▸ To do
In the data, find the word "controls" and copy out every line that has it.

▸ Records for the task
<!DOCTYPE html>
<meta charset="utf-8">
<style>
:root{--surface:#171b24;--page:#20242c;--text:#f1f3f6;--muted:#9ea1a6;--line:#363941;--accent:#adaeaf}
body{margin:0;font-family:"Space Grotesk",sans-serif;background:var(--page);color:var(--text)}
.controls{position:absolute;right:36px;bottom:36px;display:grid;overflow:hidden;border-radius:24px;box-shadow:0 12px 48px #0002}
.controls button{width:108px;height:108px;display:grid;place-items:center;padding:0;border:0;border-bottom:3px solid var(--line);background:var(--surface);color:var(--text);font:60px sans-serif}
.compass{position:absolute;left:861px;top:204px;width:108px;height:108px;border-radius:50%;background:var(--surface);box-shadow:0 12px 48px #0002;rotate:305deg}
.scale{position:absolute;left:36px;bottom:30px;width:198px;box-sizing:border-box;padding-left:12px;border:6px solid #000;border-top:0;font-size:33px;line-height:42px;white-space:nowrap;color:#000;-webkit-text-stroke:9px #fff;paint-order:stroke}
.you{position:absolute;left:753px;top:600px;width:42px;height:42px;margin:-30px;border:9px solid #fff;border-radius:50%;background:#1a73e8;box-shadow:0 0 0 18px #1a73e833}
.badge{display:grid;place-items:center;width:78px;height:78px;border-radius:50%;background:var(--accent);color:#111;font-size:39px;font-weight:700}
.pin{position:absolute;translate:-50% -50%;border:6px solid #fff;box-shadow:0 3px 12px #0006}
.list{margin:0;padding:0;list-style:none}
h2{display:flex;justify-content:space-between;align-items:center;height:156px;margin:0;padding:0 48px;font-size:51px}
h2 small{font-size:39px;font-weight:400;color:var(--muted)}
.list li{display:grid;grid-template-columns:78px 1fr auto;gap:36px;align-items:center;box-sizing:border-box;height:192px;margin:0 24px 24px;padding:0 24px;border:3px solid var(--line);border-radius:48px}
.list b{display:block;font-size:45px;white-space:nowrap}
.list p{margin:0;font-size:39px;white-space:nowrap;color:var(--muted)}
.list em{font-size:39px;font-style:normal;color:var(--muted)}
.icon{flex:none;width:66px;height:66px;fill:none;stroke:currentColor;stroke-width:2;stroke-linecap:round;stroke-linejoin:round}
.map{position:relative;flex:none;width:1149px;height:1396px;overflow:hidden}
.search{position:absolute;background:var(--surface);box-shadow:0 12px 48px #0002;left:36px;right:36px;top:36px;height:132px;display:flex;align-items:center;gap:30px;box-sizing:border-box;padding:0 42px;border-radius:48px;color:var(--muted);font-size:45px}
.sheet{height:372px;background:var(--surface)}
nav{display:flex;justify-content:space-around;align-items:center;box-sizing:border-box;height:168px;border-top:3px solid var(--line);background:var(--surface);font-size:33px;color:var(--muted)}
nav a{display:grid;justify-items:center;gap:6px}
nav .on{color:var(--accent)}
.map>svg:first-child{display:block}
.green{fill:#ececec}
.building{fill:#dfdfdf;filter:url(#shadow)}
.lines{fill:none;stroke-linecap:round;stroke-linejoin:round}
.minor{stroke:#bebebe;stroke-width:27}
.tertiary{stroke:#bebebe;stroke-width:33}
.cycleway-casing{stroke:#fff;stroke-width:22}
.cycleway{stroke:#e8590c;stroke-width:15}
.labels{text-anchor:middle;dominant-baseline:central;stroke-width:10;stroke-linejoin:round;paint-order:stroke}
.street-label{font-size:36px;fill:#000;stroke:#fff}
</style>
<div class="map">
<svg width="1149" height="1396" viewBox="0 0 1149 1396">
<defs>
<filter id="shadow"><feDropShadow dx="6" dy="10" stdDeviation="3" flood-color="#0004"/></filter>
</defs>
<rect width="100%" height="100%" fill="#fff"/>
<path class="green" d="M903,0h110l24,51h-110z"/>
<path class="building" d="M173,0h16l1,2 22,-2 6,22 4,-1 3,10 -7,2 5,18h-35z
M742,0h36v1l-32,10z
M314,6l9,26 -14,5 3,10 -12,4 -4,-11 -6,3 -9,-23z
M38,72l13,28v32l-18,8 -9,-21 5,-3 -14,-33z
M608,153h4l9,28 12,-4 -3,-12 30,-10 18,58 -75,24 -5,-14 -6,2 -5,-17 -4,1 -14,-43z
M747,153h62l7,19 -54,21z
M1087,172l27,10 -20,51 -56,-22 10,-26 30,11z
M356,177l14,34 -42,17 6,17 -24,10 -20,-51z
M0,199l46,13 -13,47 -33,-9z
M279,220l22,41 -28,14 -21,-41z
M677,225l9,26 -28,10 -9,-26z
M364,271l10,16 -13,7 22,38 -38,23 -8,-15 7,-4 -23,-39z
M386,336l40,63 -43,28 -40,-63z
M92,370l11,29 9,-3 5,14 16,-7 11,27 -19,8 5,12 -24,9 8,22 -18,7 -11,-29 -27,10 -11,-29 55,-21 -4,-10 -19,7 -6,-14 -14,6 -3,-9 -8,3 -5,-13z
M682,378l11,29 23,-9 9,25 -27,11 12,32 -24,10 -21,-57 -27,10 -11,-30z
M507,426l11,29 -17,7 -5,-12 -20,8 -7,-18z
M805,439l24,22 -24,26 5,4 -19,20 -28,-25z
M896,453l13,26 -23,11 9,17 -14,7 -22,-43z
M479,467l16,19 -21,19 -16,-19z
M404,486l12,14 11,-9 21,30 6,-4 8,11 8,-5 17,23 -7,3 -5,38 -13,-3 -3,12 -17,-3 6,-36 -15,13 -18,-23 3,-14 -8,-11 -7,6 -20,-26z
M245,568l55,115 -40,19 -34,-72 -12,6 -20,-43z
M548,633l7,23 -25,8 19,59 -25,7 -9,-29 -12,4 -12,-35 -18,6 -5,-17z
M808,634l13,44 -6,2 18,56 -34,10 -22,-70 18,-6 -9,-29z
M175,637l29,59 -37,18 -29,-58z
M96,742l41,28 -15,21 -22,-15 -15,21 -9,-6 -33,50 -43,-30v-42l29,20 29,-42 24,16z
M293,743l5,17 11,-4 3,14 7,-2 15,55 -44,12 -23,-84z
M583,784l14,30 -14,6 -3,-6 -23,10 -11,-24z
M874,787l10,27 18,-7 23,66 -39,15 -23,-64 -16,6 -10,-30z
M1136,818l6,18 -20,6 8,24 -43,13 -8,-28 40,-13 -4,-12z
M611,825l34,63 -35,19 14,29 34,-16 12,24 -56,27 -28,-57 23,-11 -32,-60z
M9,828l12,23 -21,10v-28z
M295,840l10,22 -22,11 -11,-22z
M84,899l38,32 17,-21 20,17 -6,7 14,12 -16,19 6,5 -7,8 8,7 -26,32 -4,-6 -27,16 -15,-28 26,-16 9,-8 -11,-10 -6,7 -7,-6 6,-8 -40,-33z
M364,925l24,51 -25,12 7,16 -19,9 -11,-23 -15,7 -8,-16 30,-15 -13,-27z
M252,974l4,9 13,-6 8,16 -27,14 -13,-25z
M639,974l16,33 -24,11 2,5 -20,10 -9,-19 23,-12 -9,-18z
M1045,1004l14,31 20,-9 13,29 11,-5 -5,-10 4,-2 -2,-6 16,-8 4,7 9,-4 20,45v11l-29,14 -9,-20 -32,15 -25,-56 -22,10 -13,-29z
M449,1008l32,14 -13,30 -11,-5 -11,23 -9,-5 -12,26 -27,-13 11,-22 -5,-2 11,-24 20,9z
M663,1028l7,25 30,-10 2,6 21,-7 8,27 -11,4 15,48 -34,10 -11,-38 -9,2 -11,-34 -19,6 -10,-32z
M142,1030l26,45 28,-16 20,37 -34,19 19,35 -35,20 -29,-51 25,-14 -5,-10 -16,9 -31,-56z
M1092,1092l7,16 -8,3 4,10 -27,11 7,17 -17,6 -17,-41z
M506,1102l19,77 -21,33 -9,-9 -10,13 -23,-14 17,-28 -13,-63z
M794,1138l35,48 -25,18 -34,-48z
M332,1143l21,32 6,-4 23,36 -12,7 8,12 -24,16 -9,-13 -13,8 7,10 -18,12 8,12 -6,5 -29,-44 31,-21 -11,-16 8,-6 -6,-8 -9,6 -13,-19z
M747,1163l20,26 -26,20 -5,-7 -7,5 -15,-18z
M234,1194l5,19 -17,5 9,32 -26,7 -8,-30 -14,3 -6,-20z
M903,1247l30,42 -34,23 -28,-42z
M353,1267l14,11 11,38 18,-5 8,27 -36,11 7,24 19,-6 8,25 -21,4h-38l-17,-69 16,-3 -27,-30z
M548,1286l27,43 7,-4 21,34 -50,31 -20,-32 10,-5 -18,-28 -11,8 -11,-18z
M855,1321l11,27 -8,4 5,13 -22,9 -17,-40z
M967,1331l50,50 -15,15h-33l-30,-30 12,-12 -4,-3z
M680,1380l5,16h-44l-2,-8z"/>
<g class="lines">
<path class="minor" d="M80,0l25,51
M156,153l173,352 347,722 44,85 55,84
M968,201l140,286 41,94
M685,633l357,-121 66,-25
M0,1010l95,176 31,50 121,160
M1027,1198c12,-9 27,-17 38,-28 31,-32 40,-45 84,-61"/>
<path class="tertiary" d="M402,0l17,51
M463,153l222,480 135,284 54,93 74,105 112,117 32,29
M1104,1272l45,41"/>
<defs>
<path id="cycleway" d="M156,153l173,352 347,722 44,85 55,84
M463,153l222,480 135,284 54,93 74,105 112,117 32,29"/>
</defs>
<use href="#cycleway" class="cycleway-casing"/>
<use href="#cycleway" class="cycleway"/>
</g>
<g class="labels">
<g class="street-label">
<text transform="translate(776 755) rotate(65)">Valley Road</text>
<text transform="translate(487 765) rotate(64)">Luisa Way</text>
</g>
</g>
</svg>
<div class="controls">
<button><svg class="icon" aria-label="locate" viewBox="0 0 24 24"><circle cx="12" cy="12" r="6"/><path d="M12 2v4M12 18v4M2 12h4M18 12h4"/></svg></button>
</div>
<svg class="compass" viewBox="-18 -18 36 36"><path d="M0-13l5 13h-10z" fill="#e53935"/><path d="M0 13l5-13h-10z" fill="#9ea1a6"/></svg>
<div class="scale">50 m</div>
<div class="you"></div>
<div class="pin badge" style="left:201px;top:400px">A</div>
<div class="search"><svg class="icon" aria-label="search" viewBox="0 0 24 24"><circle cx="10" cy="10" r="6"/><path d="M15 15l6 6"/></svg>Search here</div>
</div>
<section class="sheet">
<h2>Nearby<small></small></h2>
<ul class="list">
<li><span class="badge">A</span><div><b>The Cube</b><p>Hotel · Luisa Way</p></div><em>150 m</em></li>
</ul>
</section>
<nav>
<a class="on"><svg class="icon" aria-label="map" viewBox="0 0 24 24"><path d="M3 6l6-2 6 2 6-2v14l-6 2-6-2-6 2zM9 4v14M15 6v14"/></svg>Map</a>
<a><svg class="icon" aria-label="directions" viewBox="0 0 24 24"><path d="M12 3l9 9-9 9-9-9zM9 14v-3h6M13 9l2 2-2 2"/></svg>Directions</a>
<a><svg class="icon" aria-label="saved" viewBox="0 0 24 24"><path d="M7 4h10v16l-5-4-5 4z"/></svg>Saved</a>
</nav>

▸ Result below
.controls{position:absolute;right:36px;bottom:36px;display:grid;overflow:hidden;border-radius:24px;box-shadow:0 12px 48px #0002}
.controls button{width:108px;height:108px;display:grid;place-items:center;padding:0;border:0;border-bottom:3px solid var(--line);background:var(--surface);color:var(--text);font:60px sans-serif}
<div class="controls">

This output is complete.